Exclusive Oculus title Marvel Powers United VR arrives July 26 for around $40. The game’s arrival also comes alongside a new retail bundle for the Rift. Players can embody 18 heroes from the Marvel universe including Spider-Man, Captain America, Wolverine, Black Widow, Hulk, Captain Marvel, Deadpool, Black Panther and Thor. If you haven’t seen it already, the final trailer is highly recommended viewing.
The nostalgia-driven trailer is pretty bold in its assertion that VR will make your childhood dreams come true. It would be easy to discount such a claim as marketing hyperbole if Beat Saber wasn’t already making so many people feel like they are stepping inside a sequence from their favorite action movie armed with a pair of bad-ass laser swords.
Beat Saber’s “Angel Voices”
Beat Saber launched in May with just 10 songs. An update this week added an 11th official song, Angel Voices. The update broke the unofficial BeatSaver mod we were using to add custom songs to the game, but a subsequent update to the mod has rectified the issue. The song is much longer than any of the original set, and longer than most of the mod songs, with an intense section right at the end. I haven’t completed it on no-fail mode yet; it’s really tiring.
Whit the new level “Angel Voices” from @porterrobinson aka @virtual_self we really wanted to bring the first long level into the game. Let me know if you like the idea of long levels or you prefer standard 2-3min length. Thx for the feedback! 🙌 @BeatSaber
— Jaroslav Beck (@Sqeepo) July 21, 2018
The holiday shopping season hasn’t kicked into full gear yet, but look for attempts to package VR in new ways at lower prices in the coming months with games similar to Marvel Powers United VR or Beat Saber which can make players feel like superheroes.
Magic Leap One Creator Edition Coming Soon
An ongoing series of tweets from Magic Leap CEO Rony Abovitz suggests the company is “finishing the last bits” of a launch checklist for the Magic Leap One Creator Edition. Another message reassures followers “we know we have to earn our place in this world.”
The FCC has approved the Magic Leap One Creator Edition, knocking down one of the chief barriers to release.

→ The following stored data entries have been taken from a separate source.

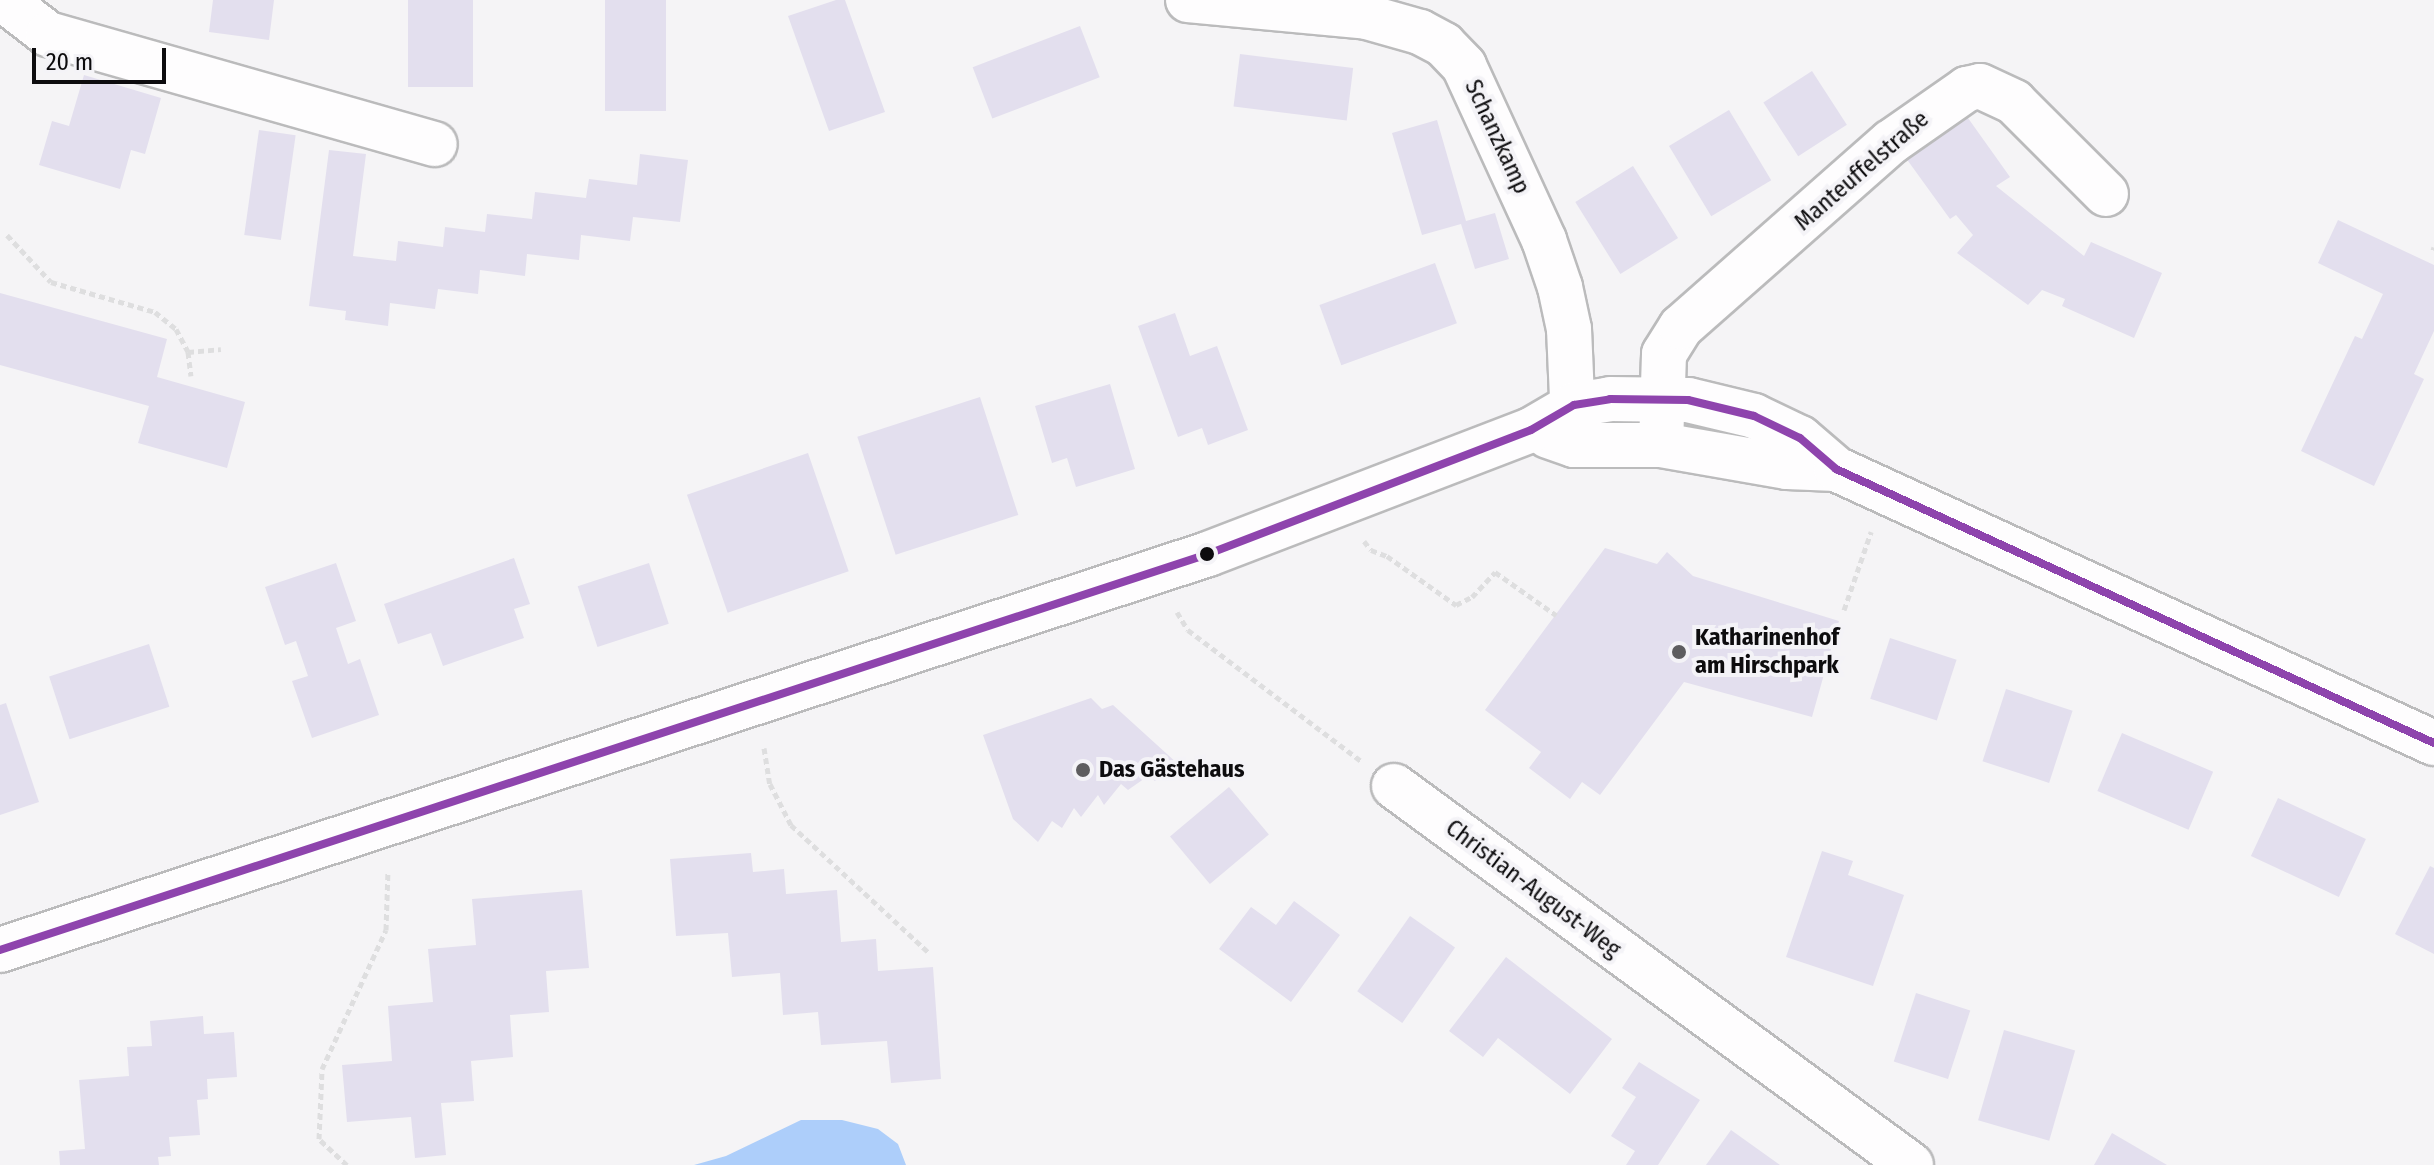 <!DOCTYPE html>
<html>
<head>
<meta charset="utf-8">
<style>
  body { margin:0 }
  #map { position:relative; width:2434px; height:1165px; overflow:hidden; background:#f5f4f6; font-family:"Fira Sans Condensed",sans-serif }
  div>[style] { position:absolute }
  .water>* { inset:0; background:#adcefa }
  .building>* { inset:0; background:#e3dfee; transform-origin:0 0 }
  .path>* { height:5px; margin-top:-2.5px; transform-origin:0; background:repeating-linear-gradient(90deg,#dededf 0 6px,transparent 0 10px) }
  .roads { filter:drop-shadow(2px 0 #bbbbbc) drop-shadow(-2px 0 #bbbbbc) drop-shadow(0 2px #bbbbbc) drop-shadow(0 -2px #bbbbbc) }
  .minor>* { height:44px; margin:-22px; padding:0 22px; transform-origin:22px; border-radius:22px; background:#fefdfe }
  .bus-1>* { height:8px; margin:-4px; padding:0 4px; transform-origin:4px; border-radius:4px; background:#8e44ad }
  .dots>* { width:22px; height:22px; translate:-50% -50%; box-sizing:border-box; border:4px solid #f4f3f7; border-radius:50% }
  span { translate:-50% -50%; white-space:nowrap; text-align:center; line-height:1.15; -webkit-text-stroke:8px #f4f3f7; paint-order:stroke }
  .street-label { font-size:24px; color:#0d0c0e }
  .poi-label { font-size:24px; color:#0d0c0e; font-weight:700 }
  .left { translate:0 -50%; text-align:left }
  .scale { position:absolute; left:32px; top:48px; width:134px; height:36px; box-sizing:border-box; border:4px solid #0d0c0e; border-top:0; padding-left:10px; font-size:24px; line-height:28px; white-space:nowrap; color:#0d0c0e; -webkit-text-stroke:6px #f4f3f7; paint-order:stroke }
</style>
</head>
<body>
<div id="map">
  <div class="water">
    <i style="clip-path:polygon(801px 1120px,842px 1120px,878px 1129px,898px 1144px,906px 1165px,694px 1165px,726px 1156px)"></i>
  </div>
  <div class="building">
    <i style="clip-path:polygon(213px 0,274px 0,269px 40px,209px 32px)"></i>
    <i style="left:408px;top:0;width:65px;height:87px"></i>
    <i style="left:605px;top:0;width:61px;height:111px"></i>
    <i style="clip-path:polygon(836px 0,845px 0,885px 112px,829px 131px,788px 16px)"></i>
    <i style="left:1080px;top:26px;width:55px;height:115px;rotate:69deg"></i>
    <i style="left:1240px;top:54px;width:114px;height:53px;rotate:7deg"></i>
    <i style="left:1812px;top:71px;width:64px;height:58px;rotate:57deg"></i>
    <i style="clip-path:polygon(84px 75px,161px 98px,145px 154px,131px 150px,120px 189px,39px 165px,52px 121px,69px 126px)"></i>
    <i style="left:1729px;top:110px;width:82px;height:70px;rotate:59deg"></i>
    <i style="clip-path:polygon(1963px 111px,2010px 177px,1996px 186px,2084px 256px,2091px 242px,2162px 273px,2134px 338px,2062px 306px,2065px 299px,2042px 290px,2028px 305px,1957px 253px,1973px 235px,1956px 215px,1950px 219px,1903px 154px)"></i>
    <i style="clip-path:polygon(1437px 120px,1466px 221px,1495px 213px,1509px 259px,1475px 269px,1461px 224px,1422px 235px,1392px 133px)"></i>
    <i style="left:259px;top:130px;width:37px;height:106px;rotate:8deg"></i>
    <i style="clip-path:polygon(329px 150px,366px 154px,353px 256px,396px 261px,398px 241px,443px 247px,445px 227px,485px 232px,487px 214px,532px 219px,535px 192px,586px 198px,589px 179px,637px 185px,640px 154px,688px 160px,680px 222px,633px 217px,630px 241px,581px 235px,579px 260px,527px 254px,525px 276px,480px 270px,478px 294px,438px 289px,435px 309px,390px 303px,388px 326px,345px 320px,346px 311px,309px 306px)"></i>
    <i style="left:1633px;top:166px;width:85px;height:68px;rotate:58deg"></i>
    <i style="clip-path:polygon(2338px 220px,2434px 265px,2434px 331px,2414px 374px,2424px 379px,2374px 486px,2301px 451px,2355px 336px,2362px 339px,2383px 294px,2318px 263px)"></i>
    <i style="left:1435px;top:263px;width:64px;height:123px;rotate:70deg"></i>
    <i style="clip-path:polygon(0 293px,167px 339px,157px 377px,245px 402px,227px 468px,138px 443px,149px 406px,0 365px)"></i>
    <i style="clip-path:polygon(1175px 313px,1190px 356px,1217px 346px,1248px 430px,1208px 445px,1202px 428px,1178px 437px,1138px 326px)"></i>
    <i style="clip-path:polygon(1110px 384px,1135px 469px,1076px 487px,1067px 458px,1052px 463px,1035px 406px)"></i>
    <i style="left:980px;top:397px;width:124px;height:129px;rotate:72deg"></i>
    <i style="left:808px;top:453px;width:125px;height:128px;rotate:71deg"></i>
    <i style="clip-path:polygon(1605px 548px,1657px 564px,1667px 552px,1693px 576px,1839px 621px,1812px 717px,1684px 682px,1600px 795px,1582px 782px,1570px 799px,1529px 768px,1541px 752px,1485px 710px)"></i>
    <i style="clip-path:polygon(514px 558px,530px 604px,514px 609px,524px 638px,443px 666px,431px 633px,398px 644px,384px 604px)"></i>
    <i style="clip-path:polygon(336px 563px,356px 621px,336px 628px,348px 664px,360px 659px,379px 715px,312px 738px,292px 681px,308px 676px,296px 641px,285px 645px,265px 587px)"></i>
    <i style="left:649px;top:563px;width:64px;height:75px;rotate:72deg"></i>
    <i style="left:1890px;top:638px;width:70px;height:64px;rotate:18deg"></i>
    <i style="left:149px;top:644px;width:66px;height:105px;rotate:72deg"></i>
    <i style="left:2006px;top:689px;width:70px;height:76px;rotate:18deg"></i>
    <i style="clip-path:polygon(1091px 698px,1102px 709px,1113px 705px,1178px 764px,1155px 781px,1148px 776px,1128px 790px,1121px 784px,1104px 805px,1098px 795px,1081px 817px,1074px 808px,1062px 828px,1052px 821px,1038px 842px,1013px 819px,983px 735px)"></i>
    <i style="clip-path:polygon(6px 703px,39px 802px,0 815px,0 705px)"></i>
    <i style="left:2122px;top:733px;width:99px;height:63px;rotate:23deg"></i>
    <i style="left:1229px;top:787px;width:62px;height:77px;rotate:50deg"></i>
    <i style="left:2278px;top:798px;width:97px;height:64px;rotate:25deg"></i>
    <i style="clip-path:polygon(1822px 851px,1853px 861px,1848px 875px,1904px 895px,1873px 986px,1786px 957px)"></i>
    <i style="clip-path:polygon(751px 853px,753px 872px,784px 869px,786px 894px,837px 890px,841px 942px,876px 939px,878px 971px,933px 967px,941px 1079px,891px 1083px,887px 1041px,821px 1045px,818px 1012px,783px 1015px,780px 973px,732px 977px,728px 933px,676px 936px,670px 859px)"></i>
    <i style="clip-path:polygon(2430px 866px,2434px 868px,2434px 954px,2395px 934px)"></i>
    <i style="clip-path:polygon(582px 890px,589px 968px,546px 971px,549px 1012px,510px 1015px,513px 1057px,471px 1061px,474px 1101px,441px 1103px,446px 1155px,415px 1158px,411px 1117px,347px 1122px,342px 1065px,392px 1061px,388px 1006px,433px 1002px,428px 949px,476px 945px,472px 899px)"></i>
    <i style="clip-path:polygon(1294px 901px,1340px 935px,1291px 1002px,1219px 949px,1251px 907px,1276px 925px)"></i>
    <i style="left:1410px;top:916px;width:55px;height:92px;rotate:35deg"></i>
    <i style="clip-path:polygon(1506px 957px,1612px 1039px,1570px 1094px,1498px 1038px,1483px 1057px,1449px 1031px)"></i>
    <i style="left:1916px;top:993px;width:57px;height:72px;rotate:18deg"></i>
    <i style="clip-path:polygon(203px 1016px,204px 1034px,234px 1032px,237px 1077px,207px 1079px,208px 1099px,197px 1100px,200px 1135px,169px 1137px,171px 1156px,158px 1157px,159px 1165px,60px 1165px,59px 1151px,85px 1149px,79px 1080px,129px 1076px,127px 1047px,152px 1046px,150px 1021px)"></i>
    <i style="left:2004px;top:1030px;width:74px;height:94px;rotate:16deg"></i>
    <i style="clip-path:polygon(1639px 1062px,1700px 1100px,1658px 1165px,1626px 1165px,1635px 1151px,1611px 1136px,1636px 1097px,1622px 1088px)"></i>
    <i style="clip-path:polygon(1731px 1130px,1780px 1165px,1706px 1165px)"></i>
    <i style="clip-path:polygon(2112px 1133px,2167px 1165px,2094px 1165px)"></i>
  </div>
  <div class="path">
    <i style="left:7px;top:235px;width:64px;rotate:46.9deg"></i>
    <i style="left:51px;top:282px;width:108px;rotate:16.1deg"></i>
    <i style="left:155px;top:312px;width:27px;rotate:39deg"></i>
    <i style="left:176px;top:329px;width:26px;rotate:62deg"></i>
    <i style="left:188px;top:352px;width:24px;rotate:83deg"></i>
    <i style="left:2433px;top:250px;width:3px;rotate:-72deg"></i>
    <i style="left:188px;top:352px;width:33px;rotate:-5deg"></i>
    <i style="left:1364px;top:541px;width:11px;rotate:52deg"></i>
    <i style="left:1371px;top:550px;width:17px;rotate:21deg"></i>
    <i style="left:1387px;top:556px;width:85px;rotate:35.4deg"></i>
    <i style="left:1456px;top:605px;width:18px;rotate:-27deg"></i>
    <i style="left:1472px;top:597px;width:34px;rotate:-47deg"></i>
    <i style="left:1495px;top:572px;width:75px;rotate:35.2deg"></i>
    <i style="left:1844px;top:610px;width:83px;rotate:-70.9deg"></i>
    <i style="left:1177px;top:612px;width:21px;rotate:59deg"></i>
    <i style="left:1188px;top:630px;width:217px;rotate:37.1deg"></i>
    <i style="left:764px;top:748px;width:36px;rotate:81deg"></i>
    <i style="left:770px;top:784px;width:46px;rotate:62.9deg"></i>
    <i style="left:791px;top:825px;width:188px;rotate:42.8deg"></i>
    <i style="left:347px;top:1165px;width:38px;rotate:-137deg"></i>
    <i style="left:319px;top:1139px;width:70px;rotate:-87.5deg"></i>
    <i style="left:322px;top:1069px;width:153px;rotate:-65.3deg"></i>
    <i style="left:386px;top:930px;width:59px;rotate:-88.1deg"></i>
  </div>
  <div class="roads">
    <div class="minor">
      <i style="left:4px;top:0;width:56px;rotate:37.7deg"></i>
      <i style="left:48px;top:34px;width:402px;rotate:15.9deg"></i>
      <i style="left:1188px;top:0;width:180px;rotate:5.4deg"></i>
      <i style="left:1367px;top:17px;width:55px;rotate:15.8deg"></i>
      <i style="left:1420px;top:32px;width:27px;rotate:28deg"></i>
      <i style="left:1444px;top:45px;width:29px;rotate:46deg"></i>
      <i style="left:1464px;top:66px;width:192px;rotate:65.3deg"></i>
      <i style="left:1544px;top:240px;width:50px;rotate:71.2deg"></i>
      <i style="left:1560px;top:287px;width:43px;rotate:77.9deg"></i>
      <i style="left:1569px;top:329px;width:116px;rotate:87.5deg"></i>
      <i style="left:1548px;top:436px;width:28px;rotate:19deg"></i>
      <i style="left:1574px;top:445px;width:87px"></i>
      <i style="left:1661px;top:445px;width:128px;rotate:9.9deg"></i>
      <i style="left:1787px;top:467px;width:49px;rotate:2.3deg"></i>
      <i style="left:1661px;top:445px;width:91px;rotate:-88.1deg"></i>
      <i style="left:1664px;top:354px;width:32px;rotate:-58deg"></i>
      <i style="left:1681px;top:327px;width:280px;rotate:-41.4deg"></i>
      <i style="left:1891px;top:142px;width:93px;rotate:-34.9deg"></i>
      <i style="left:1967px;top:89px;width:13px;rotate:-13deg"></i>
      <i style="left:1980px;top:86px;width:38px;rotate:25deg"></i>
      <i style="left:2014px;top:102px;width:130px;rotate:45deg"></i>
      <i style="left:1394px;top:786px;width:641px;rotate:36.24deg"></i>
      <i style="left:0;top:950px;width:1271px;rotate:-18.15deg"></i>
      <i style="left:1208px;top:554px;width:346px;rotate:-21deg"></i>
      <i style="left:1531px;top:430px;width:50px;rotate:-30.2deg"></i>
      <i style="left:1574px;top:405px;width:36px;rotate:-9deg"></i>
      <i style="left:1610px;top:399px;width:78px;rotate:0.7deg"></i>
      <i style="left:1688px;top:400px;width:68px;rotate:13.6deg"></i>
      <i style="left:1754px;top:416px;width:51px;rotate:25.6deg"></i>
      <i style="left:1800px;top:438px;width:48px;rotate:40.7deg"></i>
      <i style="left:1836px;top:469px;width:658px;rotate:24.62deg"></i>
    </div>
  </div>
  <div class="bus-1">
    <i style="left:0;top:950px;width:1271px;rotate:-18.15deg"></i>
    <i style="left:1208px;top:554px;width:346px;rotate:-21deg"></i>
    <i style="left:1531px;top:430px;width:50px;rotate:-30.2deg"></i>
    <i style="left:1574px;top:405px;width:36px;rotate:-9deg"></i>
    <i style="left:1610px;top:399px;width:78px;rotate:0.7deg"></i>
    <i style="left:1688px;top:400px;width:68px;rotate:13.6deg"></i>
    <i style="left:1754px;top:416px;width:51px;rotate:25.6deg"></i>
    <i style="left:1800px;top:438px;width:48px;rotate:40.7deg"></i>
    <i style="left:1836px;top:469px;width:658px;rotate:24.62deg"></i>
  </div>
  <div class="dots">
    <i style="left:1207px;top:554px;background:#0d0c0e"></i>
    <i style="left:1679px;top:652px;background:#5e5d5f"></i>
    <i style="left:1083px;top:770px;background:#5e5d5f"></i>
  </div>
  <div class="street-label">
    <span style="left:1497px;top:137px;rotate:65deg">Schanzkamp</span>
    <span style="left:1862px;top:171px;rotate:-41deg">Manteuffelstraße</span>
    <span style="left:1533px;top:889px;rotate:37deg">Christian-August-Weg</span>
  </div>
  <div class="poi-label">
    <span class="left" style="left:1695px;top:652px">Katharinenhof<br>am Hirschpark</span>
    <span class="left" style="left:1099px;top:770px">Das Gästehaus</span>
  </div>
  <div class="scale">20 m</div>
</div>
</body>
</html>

Last week, the Magic Leap team presented a demo of the Magic Leap hardware on their weekly stream for the first time. The demo itself was a very simple developer sample, and the fact that it was not immediately impressive led to a lot of wailing and gnashing of teeth on social media from people aggrieved at Magic Leap’s marketing strategy. You can see for yourself in the embed below, but I don’t think the demo reveals enough to tell us if the hardware will amaze or disappoint. It’s not a full-fledged application and the video is cropped so that the field of view is hard to judge. Tech demos aren’t the same as shipping games, and the device’s Tegra X2 SoC should be able to throw a lot more polygons on screen than we see here.
Due to NDA’s I may not be allowed to comment on Magic Leap going forward until the public gets to see the hardware in person. So if we’re silent on the topic in coming weeks, that’s why.
And for everyone following us @magicleap – we know we have to earn our place in this world. Our Day 1 is coming soon, and we are going to share with you what we have built, we will listen, we will learn, and we know that a good future is only built #togetherwithlove
— Rony Abovitz (@rabovitz) July 19, 2018
“Brutal VR sci-fi-horror” game The Persistence launches July 24 on PlayStation VR for around $30. Set 1291 light years away on a ship named The Persistence, you’re faced with an “entire crew mutated into horrific & murderous aberrations, it’s down to you, a stored memory printed & uploaded into a seemingly endless supply of disposable clones by the ship’s AI.”
Not everyone loves VR horror games, but for some it is the exact reason to buy a VR headset. In The Persistence, every time you die and come back “the layout of the ship has changed. Every life will play out differently, with different enemies to face, items to find and power-ups to collect.”
San Diego Comic-Con
VR exhibits appeared throughout Comic-Com in San Diego. The largest, and probably, the most ambitious location-based VR installation ever attempted, was Amazon’s Jack Ryan VR park featuring a backpack PC driving a Rift with professional motion capture equipment for tracking. VR Scout’s Jonathan Nafarrete reports “physically walking, grabbing, and flying with a VR headset on, the entire time.” Players rappel out of a helicopter in the first sequence, proceed through a shootout armed only with a pathetic taser, then zipline through explosions and gunfire for the grand finale. It seems to have generated a lot of media attention, so if you are looking to use location-based VR as a marketing tool, the bar has been set!